Ok the heavy lifting is complete! Now we just need to print out our results and we’re done! Let’s add the final piece of code:

Pretty straightforward stuff here. We are just looping over all of the discovered URLs and printing them each out (NOTE: you could then pass all of these URLs to other scripts we have developed like the Google Analytics one or the Common Crawl one too!). Then we find the oldest crawl date by sorting the dates and using the oldest date as a key into our dates dictionary. Boom!

 

Let It Rip!

Sadly, the video that Eliot used in his example actually is not found in the TinEye index, however, a friend Joseph Ovid Adams had sent me a video of a rocket being fired from the ground in Syria in 2014 so I tested that. The video was at:

www.youtube.com/watch?v=zGM47VtGQ-4

So the ID of the video we want to use is: zGM47VtGQ-4


 

justin$:> python bellingcatyoutube.py -v zGM47VtGQ-4

[*] Retrieving video ID: zGM47VtGQ-4
[*] Thumbnails retrieved.
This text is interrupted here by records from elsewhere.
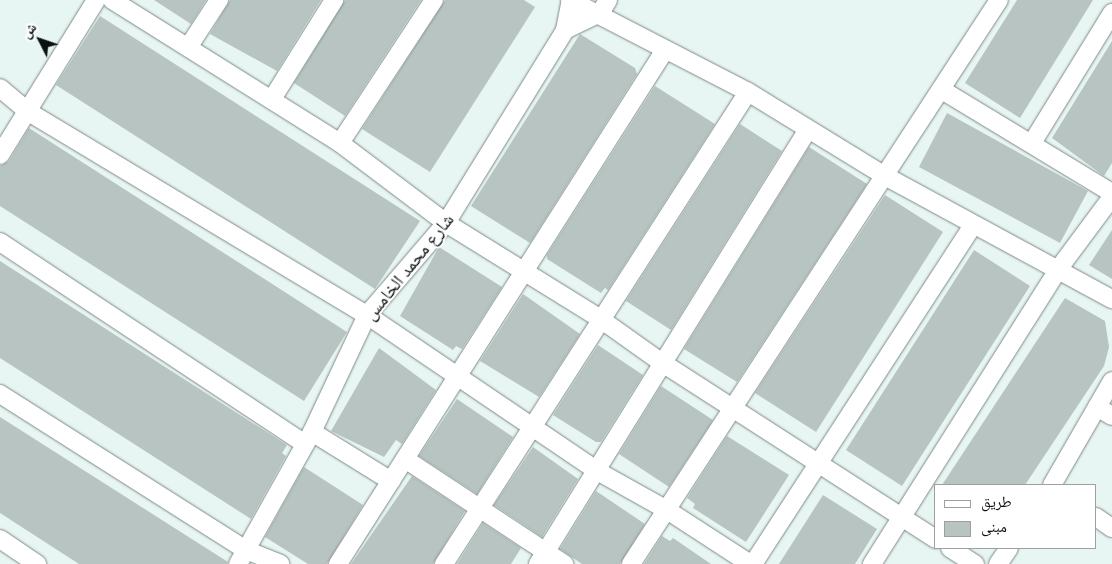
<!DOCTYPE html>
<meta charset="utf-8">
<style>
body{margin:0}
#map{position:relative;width:1112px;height:564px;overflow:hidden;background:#e7f5f3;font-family:"Space Grotesk","Noto Naskh Arabic",sans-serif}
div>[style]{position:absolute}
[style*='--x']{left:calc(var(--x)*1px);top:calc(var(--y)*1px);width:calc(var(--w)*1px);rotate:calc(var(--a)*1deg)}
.building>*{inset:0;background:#b8c4c2}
.roads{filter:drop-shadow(0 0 1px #7d8987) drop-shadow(0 0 1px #7d8987)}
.street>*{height:18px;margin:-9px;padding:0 9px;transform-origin:9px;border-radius:9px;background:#fff}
span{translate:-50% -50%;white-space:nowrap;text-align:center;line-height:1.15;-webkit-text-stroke:4px #fff;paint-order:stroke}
.street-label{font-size:18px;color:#0c1010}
.legend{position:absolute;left:934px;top:484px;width:162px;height:65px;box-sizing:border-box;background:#fff;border:1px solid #9e9f9f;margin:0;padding:6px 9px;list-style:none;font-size:15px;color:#0c1010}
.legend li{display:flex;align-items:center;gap:10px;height:25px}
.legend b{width:25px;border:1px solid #9e9f9f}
.north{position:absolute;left:15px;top:15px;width:50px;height:50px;-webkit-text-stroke:4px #fff;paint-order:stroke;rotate:311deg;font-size:14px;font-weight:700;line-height:20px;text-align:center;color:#0c1010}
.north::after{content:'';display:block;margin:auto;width:18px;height:22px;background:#0c1010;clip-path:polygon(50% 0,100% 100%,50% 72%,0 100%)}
</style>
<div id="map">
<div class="building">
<div style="clip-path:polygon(154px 0,206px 0,191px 24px)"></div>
<div style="clip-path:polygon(230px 0,321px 0,277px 71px,210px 34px)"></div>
<div style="clip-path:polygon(345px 0,421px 0,345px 116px,294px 83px)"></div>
<div style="clip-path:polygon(445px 0,524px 0,535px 7px,430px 172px,362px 129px)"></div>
<div style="clip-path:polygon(1017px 0,1093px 0,1020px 118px,965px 83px)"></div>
<div style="clip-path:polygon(100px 16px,420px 221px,375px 289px,56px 85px)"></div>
<div style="clip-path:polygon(580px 34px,635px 68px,637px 74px,530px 243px,471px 206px)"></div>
<div style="clip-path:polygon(1112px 41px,1112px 163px,1104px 176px,1052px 138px)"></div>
<div style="clip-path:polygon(655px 86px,715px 124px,608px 290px,605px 288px,601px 293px,547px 259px,547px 255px)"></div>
<div style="clip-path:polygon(947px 113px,1088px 191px,1060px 243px,919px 167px)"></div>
<div style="clip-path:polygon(740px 124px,782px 151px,671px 330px,626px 301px)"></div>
<div style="clip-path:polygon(29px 128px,347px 332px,304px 401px,0 206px,0 166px,9px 161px)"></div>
<div style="clip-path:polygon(809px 147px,867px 184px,737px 382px,684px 349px)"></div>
<div style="clip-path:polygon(885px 195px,943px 232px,816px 432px,755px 393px)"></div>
<div style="clip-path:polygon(1112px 230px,1112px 279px,1089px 265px)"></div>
<div style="clip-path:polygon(439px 247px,502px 287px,462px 349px,456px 346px,453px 350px,400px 316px)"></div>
<div style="clip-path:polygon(974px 250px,1030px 286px,902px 486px,846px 450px)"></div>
<div style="clip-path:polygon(0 261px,287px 445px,282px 453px,286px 456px,251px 519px,0 358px)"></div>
<div style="clip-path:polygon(523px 294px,580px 334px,539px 397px,480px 361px)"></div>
<div style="clip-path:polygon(1065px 298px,1105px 321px,1109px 347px,1104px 366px,1025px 485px,942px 485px)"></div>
<div style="clip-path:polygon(598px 345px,643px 375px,601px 442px,596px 442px,553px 415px)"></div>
<div style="clip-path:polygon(379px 348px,436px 390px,402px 444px,396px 440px,384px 457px,331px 431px)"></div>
<div style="clip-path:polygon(661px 386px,713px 420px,669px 487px,619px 454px)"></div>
<div style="clip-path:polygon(457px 399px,513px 437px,477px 494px,419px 456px)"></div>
<div style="clip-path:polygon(0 417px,228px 562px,227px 564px,79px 564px,0 513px)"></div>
<div style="clip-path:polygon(727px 436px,789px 475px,746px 542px,693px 508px,695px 504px,687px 498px)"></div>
<div style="clip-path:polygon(533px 447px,578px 479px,542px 537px,494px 505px)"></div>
<div style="clip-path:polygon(304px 467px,363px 505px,327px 564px,308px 564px,265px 537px)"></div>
<div style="clip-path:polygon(412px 476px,465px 511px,433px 564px,351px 564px)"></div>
<div style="clip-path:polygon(596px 491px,645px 524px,620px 564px,582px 564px,560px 549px)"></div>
<div style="clip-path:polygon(823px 495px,877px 529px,855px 564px,779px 564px)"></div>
<div style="clip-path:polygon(483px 523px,521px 548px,511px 564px,457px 564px)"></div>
<div style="clip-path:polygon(662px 536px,670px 541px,673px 538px,711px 564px,644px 564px)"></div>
</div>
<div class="roads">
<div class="street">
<div style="--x:112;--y:0;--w:269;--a:32.1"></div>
<div style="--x:340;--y:143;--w:133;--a:37"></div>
<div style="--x:446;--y:223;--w:180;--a:31.8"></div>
<div style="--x:599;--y:318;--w:76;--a:35.4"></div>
<div style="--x:661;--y:362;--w:327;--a:32.8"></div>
<div style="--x:570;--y:0;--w:200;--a:27.3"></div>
<div style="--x:748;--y:92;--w:161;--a:31.5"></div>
<div style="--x:885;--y:176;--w:258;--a:28.5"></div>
<div style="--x:565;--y:30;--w:39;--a:-26"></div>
<div style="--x:600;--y:13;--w:15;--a:-58"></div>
<div style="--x:189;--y:46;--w:55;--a:-56.9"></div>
<div style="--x:0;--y:88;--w:35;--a:40"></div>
<div style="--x:27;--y:111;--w:397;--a:31"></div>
<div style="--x:367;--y:315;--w:280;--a:34.1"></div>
<div style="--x:599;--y:472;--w:78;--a:29.2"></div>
<div style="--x:667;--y:510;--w:99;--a:33"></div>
<div style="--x:942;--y:90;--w:199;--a:31.2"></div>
<div style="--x:272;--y:99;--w:117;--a:-57.9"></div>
<div style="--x:340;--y:143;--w:171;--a:-56.7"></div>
<div style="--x:1032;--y:143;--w:153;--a:-58.4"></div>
<div style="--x:0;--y:155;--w:182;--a:-58.2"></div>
<div style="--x:0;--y:242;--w:364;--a:33.5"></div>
<div style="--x:0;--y:394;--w:291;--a:32.4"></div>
<div style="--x:246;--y:550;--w:37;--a:22"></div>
<div style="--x:1097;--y:407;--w:17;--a:31"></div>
<div style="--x:312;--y:432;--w:93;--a:31.8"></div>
<div style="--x:405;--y:459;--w:191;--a:33.4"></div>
<div style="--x:1052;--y:485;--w:120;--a:-60"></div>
<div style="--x:1096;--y:517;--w:19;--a:35"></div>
<div style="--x:0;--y:539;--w:45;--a:34"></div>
<div style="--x:950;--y:548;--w:30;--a:33"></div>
<div style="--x:238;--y:564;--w:151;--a:-60.7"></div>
<div style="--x:312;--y:432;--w:129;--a:-64.8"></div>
<div style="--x:367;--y:315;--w:121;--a:-49.3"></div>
<div style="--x:446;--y:223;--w:227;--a:-58.3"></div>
<div style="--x:565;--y:30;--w:31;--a:-79"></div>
<div style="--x:338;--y:564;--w:609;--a:-57.54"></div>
<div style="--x:444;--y:564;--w:561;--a:-57.22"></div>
<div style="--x:538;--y:564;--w:510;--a:-58.15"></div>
<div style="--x:631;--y:564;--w:673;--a:-56.88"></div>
<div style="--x:753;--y:564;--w:404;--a:-57"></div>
<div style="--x:872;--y:564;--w:347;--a:-57.7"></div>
<div style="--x:1057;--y:271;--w:92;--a:-53.4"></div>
<div style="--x:998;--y:564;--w:19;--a:-55"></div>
</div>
</div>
<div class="street-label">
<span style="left:409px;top:267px;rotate:-51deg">شارع محمد الخامس</span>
</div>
<ul class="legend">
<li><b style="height:6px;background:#fff"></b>طريق</li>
<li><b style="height:14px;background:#b8c4c2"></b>مبنى</li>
</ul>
<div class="north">ش</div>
</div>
Now submitting to TinEye.
[*] Searching TinEye for: https://i.ytimg.com/vi/zGM47VtGQ-4/default.jpg
[*] Searching TinEye for: https://i.ytimg.com/vi/zGM47VtGQ-4/hqdefault.jpg
[*] Searching TinEye for: https://i.ytimg.com/vi/zGM47VtGQ-4/mqdefault.jpg
[*] Searching TinEye for: https://i.ytimg.com/vi/zGM47VtGQ-4/maxresdefault.jpg
[*] Searching TinEye for: https://i.ytimg.com/vi/zGM47VtGQ-4/sddefault.jpg
[*] Searching TinEye for: https://img.youtube.com/vi/zGM47VtGQ-4/0.jpg
[*] Searching TinEye for: https://img.youtube.com/vi/zGM47VtGQ-4/1.jpg
[*] Searching TinEye for: https://img.youtube.com/vi/zGM47VtGQ-4/2.jpg
[*] Searching TinEye for: https://img.youtube.com/vi/zGM47VtGQ-4/3.jpg

[*] Discovered 725 unique URLs with image matches.
http://nnm.me/blogs/Y2k_live/chto-mogut-protivopostavit-boeviki-igil-rossiyskim-samoletam/
http://edition.cnn.com/2014/11/12/world/meast/syria-isis-child-fighter/index.html
http://www.cnn.com/2014/11/12/world/meast/syria-isis-child-fighter/index.html
http://www.aktuel.com.tr/multimedya/galeri/gundem/isid-2-adet-helikopter-dusurdu?albumId=67897&page=8&tc=12
http://www.cnn.com/2014/11/14/world/meast/isis-setbacks-iraq-lister/
http://www.tinmoi.vn/thach-thuc-tag.html
http://www.abc.net.au/news/2015-11-20/two-australians-accused-of-being-part-of-terrorist-kuwait-plot/6957330
http://finance.chinanews.com/stock/2013/10-11/5364352.shtml

….

[*] Oldest match was crawled on 2014-10-10 00:00:00 at http://finance.chinanews.com/stock/2013/11-15/5508881.shtml


 

Awesome, so now you potentially have a number of websites that you can go and investigate. The oldest crawl date is really important if you are trying to validate whether you are watching current footage or old footage. Your mileage may vary with the TinEye index, so for some of the trickier ones you can look at how Eliot does it in his post, which uses the Google reverse search mechanism.